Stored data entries
═══
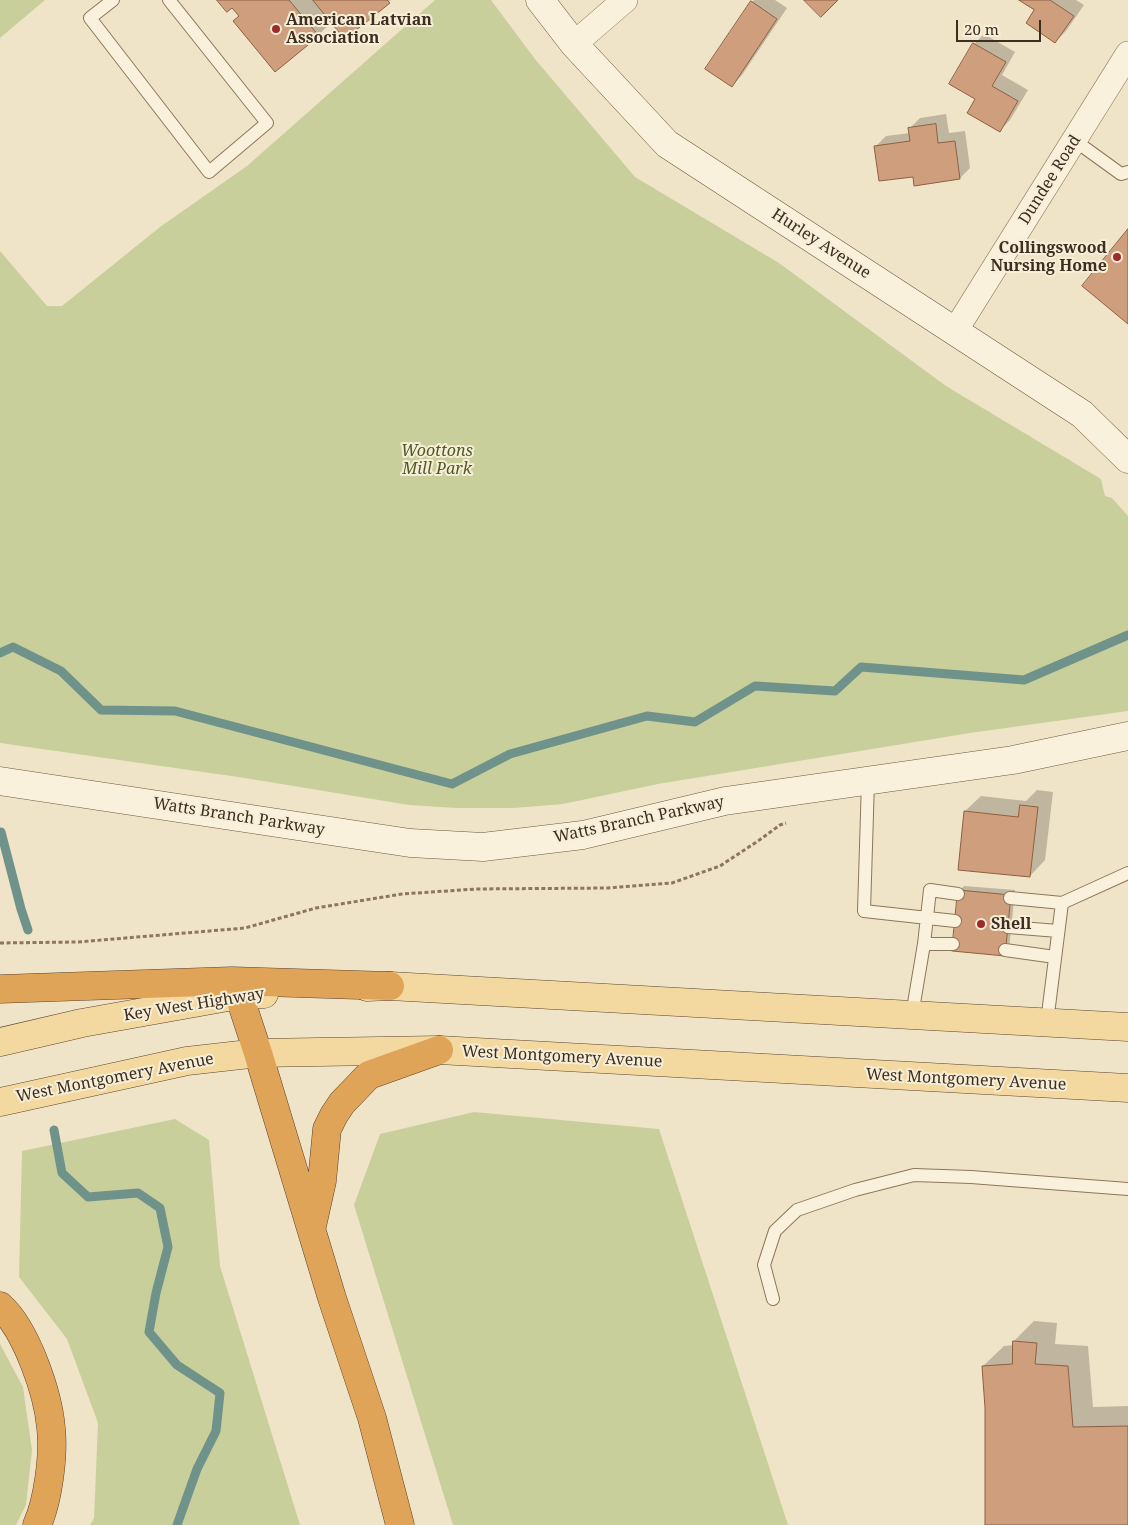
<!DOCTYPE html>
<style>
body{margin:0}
#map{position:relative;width:1128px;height:1525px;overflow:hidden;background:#f0e4c8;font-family:"Noto Serif",serif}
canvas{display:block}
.scale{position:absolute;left:956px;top:20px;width:85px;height:22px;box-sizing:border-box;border:2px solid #3d2e20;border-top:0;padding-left:6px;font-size:15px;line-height:18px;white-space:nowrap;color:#3d2e20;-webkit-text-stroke:4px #f7eed8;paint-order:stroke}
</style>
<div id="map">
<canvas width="1128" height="1525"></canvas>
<div class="scale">20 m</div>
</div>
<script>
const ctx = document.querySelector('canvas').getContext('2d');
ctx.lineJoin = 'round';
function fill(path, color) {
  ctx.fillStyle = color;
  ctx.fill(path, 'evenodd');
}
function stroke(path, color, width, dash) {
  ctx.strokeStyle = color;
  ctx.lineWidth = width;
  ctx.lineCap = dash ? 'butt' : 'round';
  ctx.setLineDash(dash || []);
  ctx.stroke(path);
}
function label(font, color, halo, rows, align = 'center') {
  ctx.font = font + ' "Noto Serif",serif';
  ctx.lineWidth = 4;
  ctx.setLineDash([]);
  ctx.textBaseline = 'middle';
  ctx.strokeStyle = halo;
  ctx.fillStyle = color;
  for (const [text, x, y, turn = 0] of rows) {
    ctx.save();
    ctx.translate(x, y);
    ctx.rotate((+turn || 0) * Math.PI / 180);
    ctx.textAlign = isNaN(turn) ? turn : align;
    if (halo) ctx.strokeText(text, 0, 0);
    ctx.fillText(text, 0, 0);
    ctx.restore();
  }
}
const green = new Path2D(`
 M0,0H45L0,38Z
 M435,0H491L535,59L635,177L779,263L946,386L1101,479L1105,496L1112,498L1128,516V711L970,733L658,784L563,804L514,808H456L409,805L245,778L0,743V251L47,306H62L160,227L247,166Z
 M474,1112L659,1129L788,1525H453L354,1205L380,1134Z
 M175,1119L209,1140L220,1266L300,1525H90L94,1518L98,1423L67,1339L19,1277L22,1151Z
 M0,1344L23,1387L32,1450L26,1505L16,1525H0Z`);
const shadow = new Path2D(`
 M219,0H391L345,37L332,21L318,36L240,16L232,6Z
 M754,0H775L787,8L742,75L732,86L752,2Z
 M1021,0H1076L1084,5L1066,31L1055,42L1036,10Z
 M984,34L1015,52L1002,75L1028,90L1010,120L999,131L976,99L974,44Z
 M946,114L949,133L965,131L970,168L960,178L914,175L875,147L886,136L910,133V128L920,118Z
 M1037,790L1053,792L1045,860L1030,876L965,811L981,796L1026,801Z
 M964,886L1015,890L1009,950L959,891Z
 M1034,1321L1057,1323L1055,1344L1088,1346L1093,1407L1128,1406V1525H986L987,1408L983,1366L1004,1346L1014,1345V1341Z`);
const stream = new Path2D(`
 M0,653L13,647L61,671L101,710L175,711L452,784L510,754L647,716L695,722L755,686L835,691L861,667L1024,680L1128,635
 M1,832L21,909L28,930
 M54,1130L62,1173L88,1197L138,1193L160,1208L168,1247L156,1293L149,1332L177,1365L220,1393L216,1431L197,1469L177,1525`);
const building = new Path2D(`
 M217,0H289L319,36L275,72L233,21L239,16L232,8L227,12Z
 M313,0H387L390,3L345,39Z
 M804,0H838L821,17Z
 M1019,0H1050L1074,16L1055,43L1026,23L1034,10Z
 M751,1L777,19L732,87L705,69Z
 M973,43L1006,62L992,86L1018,101L1000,132L967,113L975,99L949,84Z
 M936,124L938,143L955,141L960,179L914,186L913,177L879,181L874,146L910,141L908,128Z
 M1128,229V324L1082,286Z
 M1020,805L1038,807L1030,877L958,870L964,811L1018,817Z
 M958,890L1011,895L1005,956L952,951Z
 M1013,1341L1037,1343L1035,1364L1068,1366L1073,1427L1128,1426V1525H985V1408L982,1366L1012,1364Z`);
const path = new Path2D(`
 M0,943L78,942L245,928L316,908L402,894L476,889L608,888L672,883L720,866L758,841L780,825L786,823`);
const lane = new Path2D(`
 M113,0L90,18L209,172L267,123L169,0
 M1074,140L1121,174L1128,172
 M868,781L864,911L955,921
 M1010,898L1062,903
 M1008,927L1058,931
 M953,944H924L930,890L958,894
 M1005,950L1055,957
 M912,1015L924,944
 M1047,1022L1062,903L1128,873
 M773,1299L764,1265L775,1231L797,1210L855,1190L914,1175L971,1177L1128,1189`);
const street = new Path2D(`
 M574,44L625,0
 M955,331L1128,54`);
const secondary = new Path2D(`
 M540,0L574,44L667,144L1082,414L1128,459
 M0,781L410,843L483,847L583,835L725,801L1013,760L1128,736`);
const primary = new Path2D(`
 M367,987L390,986L1128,1027
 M0,1042L82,1023L239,995L264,994
 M0,1102L187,1061L258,1053L439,1050L1128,1088`);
const highway = new Path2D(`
 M0,989L232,981L390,986
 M239,995L258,1053L332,1298L372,1418L400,1525
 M312,1226L322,1181L327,1129L334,1115L342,1103L369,1075L439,1050
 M0,1306C26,1329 48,1393 51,1428C54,1455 48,1501 37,1525`);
const markers = [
 [276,29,5,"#9e2a2b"],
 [1117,257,5,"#9e2a2b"],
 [981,924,5,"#9e2a2b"]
];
const poiNames = [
 ["American Latvian",286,20],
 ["Association",286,38],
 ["Collingswood",1107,248,"right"],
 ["Nursing Home",1107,266,"right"],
 ["Shell",991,924]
];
const streetNames = [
 ["Dundee Road",1050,180,-58],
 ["Hurley Avenue",821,244,33],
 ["Watts Branch Parkway",239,817,9],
 ["Watts Branch Parkway",639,820,-12],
 ["Key West Highway",194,1005,-9],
 ["West Montgomery Avenue",562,1057,3],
 ["West Montgomery Avenue",115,1078,-11],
 ["West Montgomery Avenue",966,1080,3]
];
const parkNames = [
 ["Woottons",437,451],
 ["Mill Park",437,469]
];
fill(green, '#c9cf9b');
fill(shadow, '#0003');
stroke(stream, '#6f938a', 9);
fill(building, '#cf9f7d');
stroke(building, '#8d5f41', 1);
stroke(lane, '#8d765c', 14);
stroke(street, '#8d765c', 26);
stroke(secondary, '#6f573f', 29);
stroke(primary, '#5b4430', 29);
stroke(highway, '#5b4430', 29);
stroke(path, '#8d765c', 3, [4, 2.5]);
stroke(lane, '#faf1dc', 12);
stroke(street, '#faf1dc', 25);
stroke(secondary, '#faf1dc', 28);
stroke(primary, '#f3d9a0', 28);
stroke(highway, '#e0a458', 28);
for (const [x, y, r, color] of markers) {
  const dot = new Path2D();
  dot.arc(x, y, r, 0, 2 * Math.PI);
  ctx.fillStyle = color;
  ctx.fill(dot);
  stroke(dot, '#f7eed8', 2);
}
label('bold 16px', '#3d2e20', '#f7eed8', poiNames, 'left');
label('16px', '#3d2e20', '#f7eed8', streetNames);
label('italic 16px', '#4d5a26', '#f7eed8', parkNames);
</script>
═══
Only one stretch of the data above is needed. Restate it word for word, from the line containing "if (halo) ctx.strokeText(text, 0, 0);" through the line containing "M964,886L1015,890L1009,950L959,891Z", both ends included.

* [SOLUTION TO THIS TASK]
    if (halo) ctx.strokeText(text, 0, 0);
    ctx.fillText(text, 0, 0);
    ctx.restore();
  }
}
const green = new Path2D(`
 M0,0H45L0,38Z
 M435,0H491L535,59L635,177L779,263L946,386L1101,479L1105,496L1112,498L1128,516V711L970,733L658,784L563,804L514,808H456L409,805L245,778L0,743V251L47,306H62L160,227L247,166Z
 M474,1112L659,1129L788,1525H453L354,1205L380,1134Z
 M175,1119L209,1140L220,1266L300,1525H90L94,1518L98,1423L67,1339L19,1277L22,1151Z
 M0,1344L23,1387L32,1450L26,1505L16,1525H0Z`);
const shadow = new Path2D(`
 M219,0H391L345,37L332,21L318,36L240,16L232,6Z
 M754,0H775L787,8L742,75L732,86L752,2Z
 M1021,0H1076L1084,5L1066,31L1055,42L1036,10Z
 M984,34L1015,52L1002,75L1028,90L1010,120L999,131L976,99L974,44Z
 M946,114L949,133L965,131L970,168L960,178L914,175L875,147L886,136L910,133V128L920,118Z
 M1037,790L1053,792L1045,860L1030,876L965,811L981,796L1026,801Z
 M964,886L1015,890L1009,950L959,891Z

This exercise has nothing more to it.